Member of the Pennsylvania House of Representatives from the 11th district
- In office January 3, 1995 – November 30, 2004
- Preceded by: Joseph A. Steighner
- Succeeded by: Brian L. Ellis

Personal details
- Born: July 24, 1926 Ambridge, Pennsylvania, U.S.
- Died: September 7, 2019 (aged 93) Butler, Pennsylvania, U.S.
- Party: Democratic
- Spouse(s): Norma Jean Bartoe (d. 1965) Bonita Ruth

Military service
- Allegiance: United States
- Branch/service: United States Military
- Years of service: 1945-1947

= Guy Travaglio =

American politician (1926–2019)

Guy A. Travaglio, Jr. (July 24, 1926 – September 7, 2019) was a Democratic member of the Pennsylvania House of Representatives.
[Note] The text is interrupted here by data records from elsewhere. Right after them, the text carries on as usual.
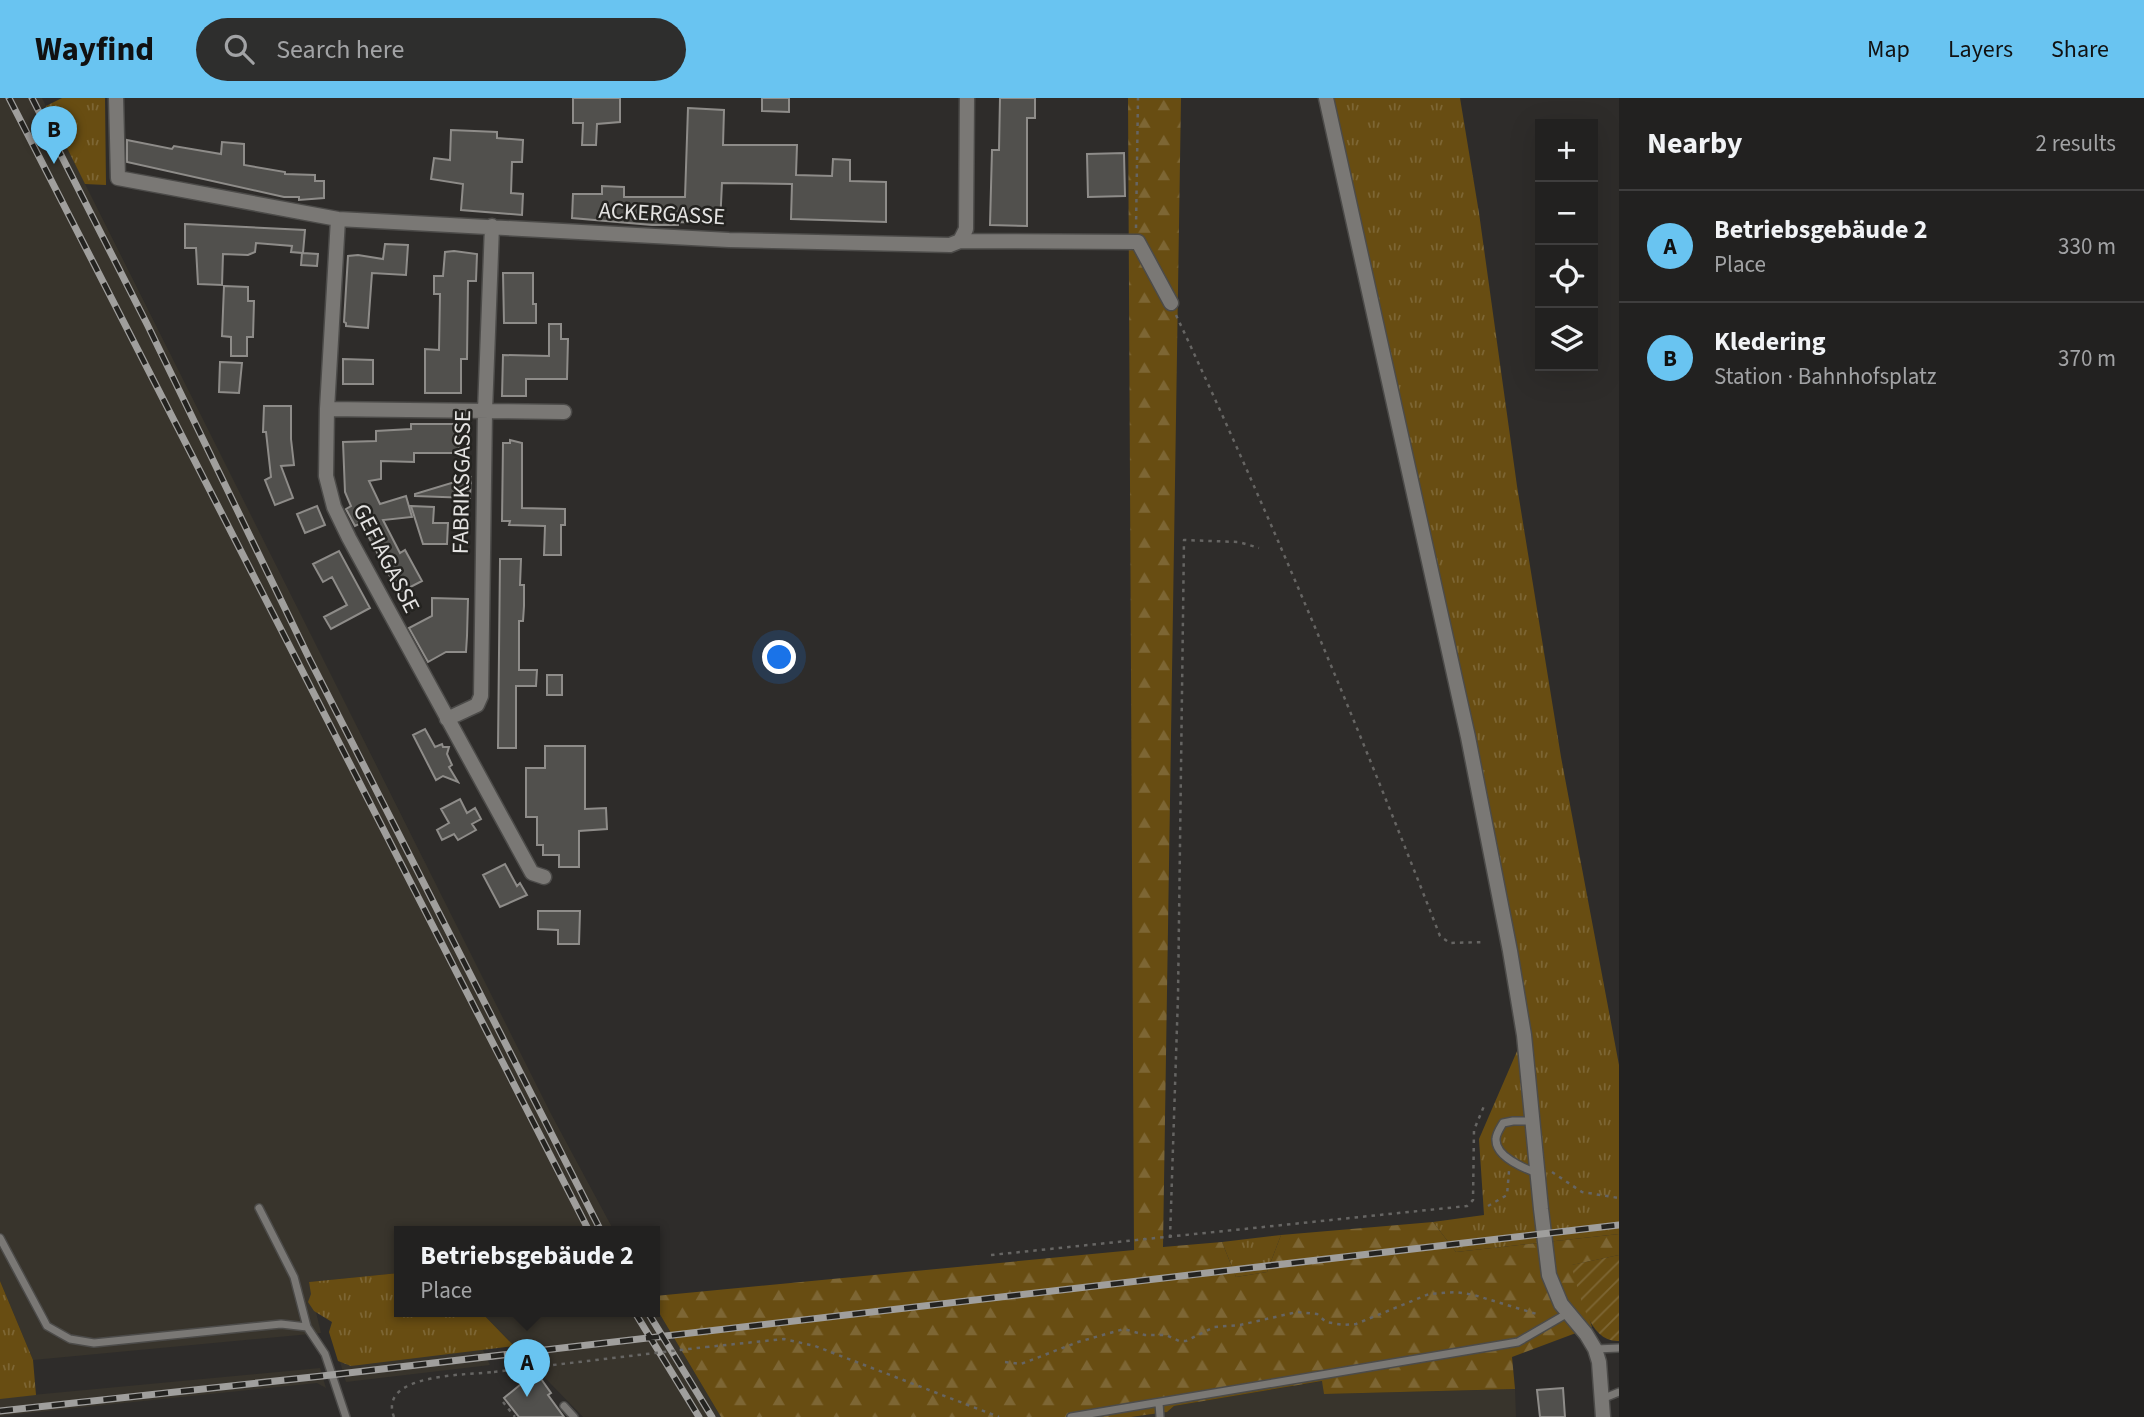 <!DOCTYPE html>
<html lang="en">
<head>
<meta charset="utf-8">
<style>
	:root { --surface:#222120; --page:#2e2e2d; --text:#f1f3f6; --muted:#a2a3a5; --line:#3f3e3e; --accent:#69c4f1 }
	body { margin:0; font-family:"Source Sans 3",sans-serif; background:var(--page); color:var(--text) }
	.controls { position:absolute; right:21px; top:21px; display:grid; overflow:hidden; border-radius:0px; box-shadow:0 7px 28px #0002 }
	.controls button { width:63px; height:63px; display:grid; place-items:center; padding:0; border:0; border-bottom:2px solid var(--line); background:var(--surface); color:var(--text); font:35px sans-serif }
	.you { position:absolute; left:780px; top:560px; width:24px; height:24px; margin:-18px; border:5px solid #fff; border-radius:50%; background:#1a73e8; box-shadow:0 0 0 10px #1a73e833 }
	.badge { display:grid; place-items:center; width:46px; height:46px; border-radius:50%; background:var(--accent); color:#111; font-size:23px; font-weight:700 }
	.pin { position:absolute; translate:-50% -58px; filter:drop-shadow(0 2px 4px #0008) }
	.pin::after { content:''; position:absolute; top:37px; width:24px; height:21px; background:inherit; clip-path:polygon(0 0,100% 0,50% 100%) }
	.popup { position:absolute; left:394px; top:1128px; width:266px; height:91px; box-sizing:border-box; display:grid; place-content:center; border-radius:0px; background:var(--surface); filter:drop-shadow(0 2px 5px #0005); font-size:23px; white-space:nowrap; color:var(--muted) }
	.popup b { font-size:26px; color:var(--text) }
	.popup::after { content:''; position:absolute; left:50%; top:100%; margin-left:-14px; border:14px solid transparent; border-top-color:var(--surface) }
	.list { margin:0; padding:0; list-style:none }
	h2 { display:flex; justify-content:space-between; align-items:center; height:91px; margin:0; padding:0 28px; font-size:30px }
	h2 small { font-size:23px; font-weight:400; color:var(--muted) }
	.list li { display:grid; grid-template-columns:46px 1fr auto; gap:21px; align-items:center; box-sizing:border-box; height:112px; padding:0 28px; border-top:2px solid var(--line) }
	.list b { display:block; font-size:26px; white-space:nowrap }
	.list p { margin:0; font-size:23px; white-space:nowrap; color:var(--muted) }
	.list em { font-size:23px; font-style:normal; color:var(--muted) }
	.icon { flex:none; width:38px; height:38px; fill:none; stroke:currentColor; stroke-width:2; stroke-linecap:round; stroke-linejoin:round }
	.map { position:relative; flex:none; width:1619px; height:1319px; overflow:hidden }
	header { display:flex; align-items:center; gap:42px; box-sizing:border-box; height:98px; padding:0 35px; background:var(--accent); color:#111 }
	header strong { font-size:33px }
	nav { display:flex; gap:38px; margin-inline-start:auto; font-size:24px }
	.search { width:490px; height:63px; background:var(--page); display:flex; align-items:center; gap:18px; box-sizing:border-box; padding:0 24px; border-radius:38px; color:var(--muted); font-size:26px }
	main { display:flex }
	aside { flex:1; background:var(--surface) }
	.map>svg:first-child { display:block }
	.built { fill:#38342c }
	.grass { fill:url(#grass-tufts) }
	.forest { fill:url(#forest-firs) }
	.garden { fill:url(#garden-furrows) }
	.building { fill:#51504d; stroke:#8e8c89; stroke-width:2 }
	.lines { fill:none; stroke-linecap:round; stroke-linejoin:round }
	.service-casing { stroke:#4c4b49; stroke-width:10 }
	.minor-casing { stroke:#4c4b49; stroke-width:17 }
	.path { stroke:#666563; stroke-width:2.5; stroke-dasharray:3.5 5; stroke-linecap:butt }
	.service { stroke:#7a7875; stroke-width:7 }
	.minor { stroke:#7a7875; stroke-width:14 }
	.rail-casing { stroke:#a09f9d; stroke-width:7 }
	.rail { stroke:#242320; stroke-width:4.5; stroke-dasharray:13; stroke-linecap:butt }
	.path-bridge { stroke:#666563; stroke-width:2.5; stroke-dasharray:3.5 5; stroke-linecap:butt }
	.labels { text-anchor:middle; stroke-width:5; stroke-linejoin:round; paint-order:stroke }
	.street-label { font-size:23px; fill:#e4e3e2; stroke:#242320 }
</style>
</head>
<body>
<header>
<strong>Wayfind</strong>
<div class="search"><svg class="icon" aria-label="search" viewBox="0 0 24 24"><circle cx="10" cy="10" r="6"/><path d="M15 15l6 6"/></svg>Search here</div>
<nav><a>Map</a><a>Layers</a><a>Share</a></nav>
</header>
<main>
<div class="map">
<svg width="1619" height="1319" viewBox="0 0 1619 1319">
	<defs>
		<pattern id="grass-tufts" width="24" height="20" patternUnits="userSpaceOnUse" patternTransform="scale(1.75)"><rect width="24" height="20" fill="#684d12"/><path d="M3 7l-1-3M5 7V3M7 7l1-3M15 17l-1-3M17 17v-4M19 17l1-3" fill="none" stroke="#7d6634"/></pattern>
		<pattern id="forest-firs" width="22" height="20" patternUnits="userSpaceOnUse" patternTransform="scale(1.75)"><rect width="22" height="20" fill="#684d12"/><path d="M5 1l3.5 6h-7zM16 11l3.5 6h-7z" fill="#7d6634"/></pattern>
		<pattern id="garden-furrows" width="10" height="10" patternUnits="userSpaceOnUse" patternTransform="scale(1.75)"><rect width="10" height="10" fill="#684d12"/><path d="M-1 1l2-2M0 10L10 0M9 11l2-2" fill="none" stroke="#7d6634"/></pattern>
	</defs>
	<rect width="100%" height="100%" fill="#2e2c2a"/>
	<!-- built -->
	<path class="built" d="M 0,0 L 42,0 L 551,1016 L 614,1133 L 399,1133 L 399,1175 L 309,1184 L 321,1235 L 33,1262 L 0,1183 Z
		M 655,1208 L 721,1319 L 583,1319 L 480,1213 L 655,1213 Z
		M 482,1250 L 490,1267 L 346,1284 L 340,1264 L 351,1267 Z
		M 320,1270 L 326,1290 L 317,1285 L 0,1318 L 0,1300 Z
		M 1323,1283 L 1324,1296 L 1515,1291 L 1516,1319 L 1131,1319 L 1167,1314 L 1174,1308 Z"/>
	<!-- grass -->
	<path class="grass" d="M 62,0 L 105,0 L 106,87 L 85,86 L 46,8 Z
		M 1328,0 L 1460,0 L 1479,115 L 1517,388 L 1561,659 L 1619,967 L 1619,1136 L 1456,1154 L 1433,1124 L 1484,1117 L 1479,1041 L 1524,937 Z
		M 1281,1137 L 1267,1174 L 1236,1179 L 1222,1144 Z
		M 399,1175 L 399,1213 L 480,1213 L 514,1248 L 351,1268 L 338,1263 L 329,1234 L 332,1224 L 314,1213 L 308,1204 L 311,1196 L 309,1184 Z
		M 0,1183 L 33,1262 L 36,1297 L 0,1301 Z"/>
	<!-- forest -->
	<path class="forest" d="M 1128,0 L 1181,0 L 1163,1149 L 1222,1144 L 1236,1179 L 1267,1174 L 1281,1137 L 1433,1124 L 1456,1154 L 1619,1136 L 1619,1157 L 1572,1167 L 1592,1229 L 1512,1259 L 1515,1291 L 1324,1296 L 1322,1283 L 1174,1308 L 1167,1314 L 1131,1319 L 721,1319 L 655,1208 L 655,1198 L 1134,1152 Z"/>
	<!-- garden -->
	<path class="garden" d="M 1619,1157 L 1619,1243 C 1587,1245 1579,1191 1571,1167 Z"/>
	<!-- building -->
	<path class="building" d="M 573,0 L 620,0 L 620,24 L 597,26 L 596,47 L 582,47 L 583,25 L 573,25 Z
		M 762,0 L 789,0 L 789,14 L 762,13 Z
		M 1000,0 L 1035,0 L 1035,20 L 1027,20 L 1027,128 L 990,127 L 992,52 L 999,52 Z
		M 688,10 L 724,12 L 723,47 L 797,47 L 796,77 L 832,78 L 833,61 L 850,62 L 850,83 L 886,84 L 886,124 L 791,121 L 792,86 L 722,85 L 720,126 L 678,124 L 678,127 L 652,127 L 572,120 L 573,96 L 602,96 L 602,88 L 624,89 L 624,99 L 685,99 Z
		M 451,32 L 497,34 L 497,40 L 523,42 L 522,64 L 512,64 L 511,95 L 523,96 L 522,117 L 461,112 L 463,86 L 431,81 L 434,60 L 450,62 Z
		M 127,42 L 172,51 L 174,48 L 221,56 L 222,44 L 244,46 L 244,67 L 285,74 L 285,76 L 315,77 L 315,83 L 324,83 L 324,100 L 299,102 L 299,99 L 284,99 L 127,64 Z
		M 1124,55 L 1125,98 L 1088,99 L 1087,56 Z
		M 185,126 L 305,132 L 303,155 L 318,156 L 317,168 L 301,167 L 302,155 L 291,154 L 292,148 L 256,145 L 255,154 L 248,157 L 223,156 L 222,187 L 198,186 L 196,150 L 185,150 Z
		M 385,146 L 408,147 L 406,177 L 372,175 L 368,230 L 346,228 L 346,225 L 344,224 L 348,158 L 358,157 L 383,161 Z
		M 454,153 L 477,156 L 476,183 L 468,183 L 467,261 L 461,261 L 461,295 L 425,295 L 425,251 L 439,252 L 440,196 L 434,196 L 434,178 L 443,178 L 445,154 Z
		M 503,175 L 533,175 L 533,206 L 536,206 L 536,225 L 504,225 Z
		M 224,188 L 248,189 L 248,203 L 254,203 L 253,239 L 247,239 L 247,258 L 231,258 L 231,239 L 222,238 Z
		M 549,226 L 561,226 L 561,241 L 568,241 L 567,281 L 526,281 L 526,298 L 502,298 L 503,257 L 549,258 Z
		M 343,261 L 373,262 L 373,286 L 343,286 Z
		M 220,264 L 242,265 L 239,295 L 219,294 Z
		M 264,308 L 291,308 L 291,341 L 294,367 L 281,368 L 293,400 L 275,407 L 265,382 L 271,379 L 266,334 L 263,334 Z
		M 411,326 L 459,326 L 459,355 L 414,355 L 414,364 L 381,363 L 381,381 L 369,383 L 380,406 L 406,398 L 412,419 L 383,422 L 400,455 L 405,452 L 422,483 L 399,495 L 361,425 L 355,428 L 346,411 L 351,408 L 345,394 L 343,344 L 376,343 L 376,333 L 411,331 Z
		M 510,342 L 522,345 L 522,410 L 565,411 L 565,427 L 561,427 L 561,457 L 544,457 L 545,428 L 509,427 L 510,423 L 502,423 L 503,345 L 510,345 Z
		M 471,379 L 470,400 L 415,398 L 415,396 Z
		M 317,408 L 325,427 L 305,435 L 297,416 Z
		M 411,408 L 434,409 L 433,425 L 448,425 L 447,446 L 423,446 Z
		M 339,453 L 370,510 L 331,531 L 324,519 L 347,507 L 332,479 L 323,484 L 313,466 Z
		M 500,461 L 521,461 L 520,487 L 524,487 L 524,508 L 523,523 L 519,523 L 519,572 L 537,572 L 536,588 L 516,588 L 516,650 L 498,650 Z
		M 432,500 L 468,501 L 467,538 L 466,554 L 446,554 L 428,564 L 409,530 L 432,518 Z
		M 547,577 L 562,577 L 562,597 L 547,597 Z
		M 425,631 L 435,649 L 442,646 L 443,649 L 449,649 L 447,656 L 452,667 L 449,669 L 458,684 L 443,678 L 436,682 L 413,637 Z
		M 545,648 L 585,648 L 585,711 L 606,710 L 607,731 L 579,733 L 579,769 L 559,769 L 559,757 L 543,757 L 543,747 L 537,747 L 537,719 L 526,719 L 526,670 L 545,670 Z
		M 460,701 L 467,715 L 475,710 L 481,721 L 472,726 L 476,732 L 458,742 L 454,736 L 442,742 L 437,732 L 449,725 L 441,711 Z
		M 505,766 L 517,788 L 520,785 L 527,797 L 500,809 L 483,777 Z
		M 538,813 L 580,813 L 579,846 L 558,846 L 558,832 L 538,831 Z
		M 532,1277 L 536,1281 L 539,1278 L 551,1295 L 548,1297 L 564,1319 L 519,1319 L 504,1300 Z
		M 1563,1290 L 1565,1319 L 1540,1319 L 1537,1292 Z"/>
	<g class="lines">
		<defs>
			<path id="service" d="M 1532,1023 L 1513,1023 L 1503,1025 C 1500,1030 1496,1036 1496,1041 C 1495,1058 1523,1070 1537,1075
				M 259,1110 L 294,1179 L 307,1229
				M 0,1140 L 47,1228 L 70,1241 L 94,1245 L 281,1226 L 307,1229 L 325,1256 L 346,1319
				M 1596,1251 L 1619,1250
				M 1602,1301 L 1619,1294
				M 1159,1305 L 1160,1319
				M 564,1308 L 574,1319
				M 1071,1319 L 1518,1244 L 1568,1215"/>
			<path id="minor" d="M 116,0 L 118,80 L 338,121 L 729,142 L 950,147 L 960,143 L 1138,144 L 1171,205
				M 1326,0 L 1468,639 L 1510,853 L 1524,937 L 1541,1111 L 1549,1177 L 1561,1206 L 1586,1236 L 1595,1251 L 1599,1264 L 1603,1319
				M 338,121 L 327,311 L 326,378 L 334,409 L 349,440 L 532,775 L 544,779
				M 960,143 L 966,131 L 967,0
				M 327,311 L 564,314
				M 447,621 L 477,607 L 481,598 L 485,313 L 492,128"/>
		</defs>
		<!-- service casing -->
		<use href="#service" class="service-casing"/>
		<!-- minor casing -->
		<use href="#minor" class="minor-casing"/>
		<!-- path -->
		<path class="path" d="M 1136,130 L 1138,0
			M 1176,217 C 1272,421 1358,628 1440,838 L 1450,845 L 1485,844
			M 1552,1074 L 1582,1094 L 1619,1100
			M 1488,1108 L 1507,1097 L 1509,1073
			M 1170,1140 L 1178,898 L 1184,442 L 1239,444 L 1259,450
			M 991,1157 L 1467,1108 L 1473,1102 L 1474,1032 L 1484,1008
			M 706,1249 L 784,1241 L 815,1248 L 999,1319
			M 1005,1264 L 1021,1266 L 1078,1244 L 1124,1231 L 1145,1237 L 1166,1237 L 1179,1243 L 1186,1243 L 1214,1229 L 1240,1227 L 1297,1214 L 1317,1216 L 1326,1224 L 1343,1227 L 1356,1226 L 1429,1196 L 1456,1194 L 1474,1197 L 1540,1217
			M 503,1304 L 515,1319
			M 394,1319 C 377,1275 469,1277 494,1274"/>
		<!-- service -->
		<use href="#service" class="service"/>
		<!-- minor -->
		<use href="#minor" class="minor"/>
		<defs>
			<path id="rail" d="M 9,0 L 589,1133
				M 32,0 L 147,226 L 310,562 L 601,1133
				M 634,1213 L 699,1319
				M 647,1213 L 712,1319
				M 0,1313 L 322,1278 L 1619,1127"/>
		</defs>
		<!-- rail casing -->
		<use href="#rail" class="rail-casing"/>
		<!-- rail -->
		<use href="#rail" class="rail"/>
		<!-- path-bridge -->
		<path class="path-bridge" d="M 494,1274 L 706,1249"/>
	</g>
	<g class="labels">
		<!-- street labels -->
		<g class="street-label">
			<text transform="translate(662 115) rotate(3)" y="8">ACKERGASSE</text>
			<text transform="translate(461 384) rotate(-89)" y="8">FABRIKSGASSE</text>
			<text transform="translate(387 460) rotate(63)" y="8">GEFIAGASSE</text>
		</g>
	</g>
</svg>
<div class="controls">
<button>+</button>
<button>−</button>
<button><svg class="icon" aria-label="locate" viewBox="0 0 24 24"><circle cx="12" cy="12" r="6"/><path d="M12 2v4M12 18v4M2 12h4M18 12h4"/></svg></button>
<button><svg class="icon" aria-label="layers" viewBox="0 0 24 24"><path d="M12 4l9 5-9 5-9-5zM3 14l9 5 9-5"/></svg></button>
</div>
<div class="you"></div>
<div class="pin badge" style="left:527px;top:1299px">A</div>
<div class="popup"><b>Betriebsgebäude 2</b>Place</div>
<div class="pin badge" style="left:54px;top:66px">B</div>
</div>
<aside>
<h2>Nearby<small>2 results</small></h2>
<ul class="list">
<li><span class="badge">A</span><div><b>Betriebsgebäude 2</b><p>Place</p></div><em>330 m</em></li>
<li><span class="badge">B</span><div><b>Kledering</b><p>Station · Bahnhofsplatz</p></div><em>370 m</em></li>
</ul>
</aside>
</main>
</body>
</html>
==Formative years and family==
Travaglio graduated from Butler Area High School in 1945. He served in the U.S. military in Okinawa, Japan from 1945 to 1947. Travaglio then attended Slippery Rock College and Butler Business School.

Following college, he worked the office supply business from 1952 to 1958.

Travaglio married Norma Jean Bartoe in 1947 and the couple had five children before she was killed in a 1965 car accident. He later married Bonita Ruth Ross and they had one child. As of 2004, Travaglio had thirteen grandchildren and twelve great grandchildren.

==Career==
Throughout his life, Travaglio was part owner of several business ventures, including Mr. Q's Record Shop from 1958 to 1962, a car wash from 1967 to 1976, and the Record Rack from 1968 to 1970.

Travaglio served on the Butler City Council from 1966 to 1970. He was also involved in Butler-area radio stations as an on-air personality, management, and part owner. He retired as general manager of WISR in 1993.

He was first elected to represent the 11th legislative district in the Pennsylvania House of Representatives in 1994. He retired prior to the 2004 elections.

==Death==
Travaglio died in Butler on September 7, 2019.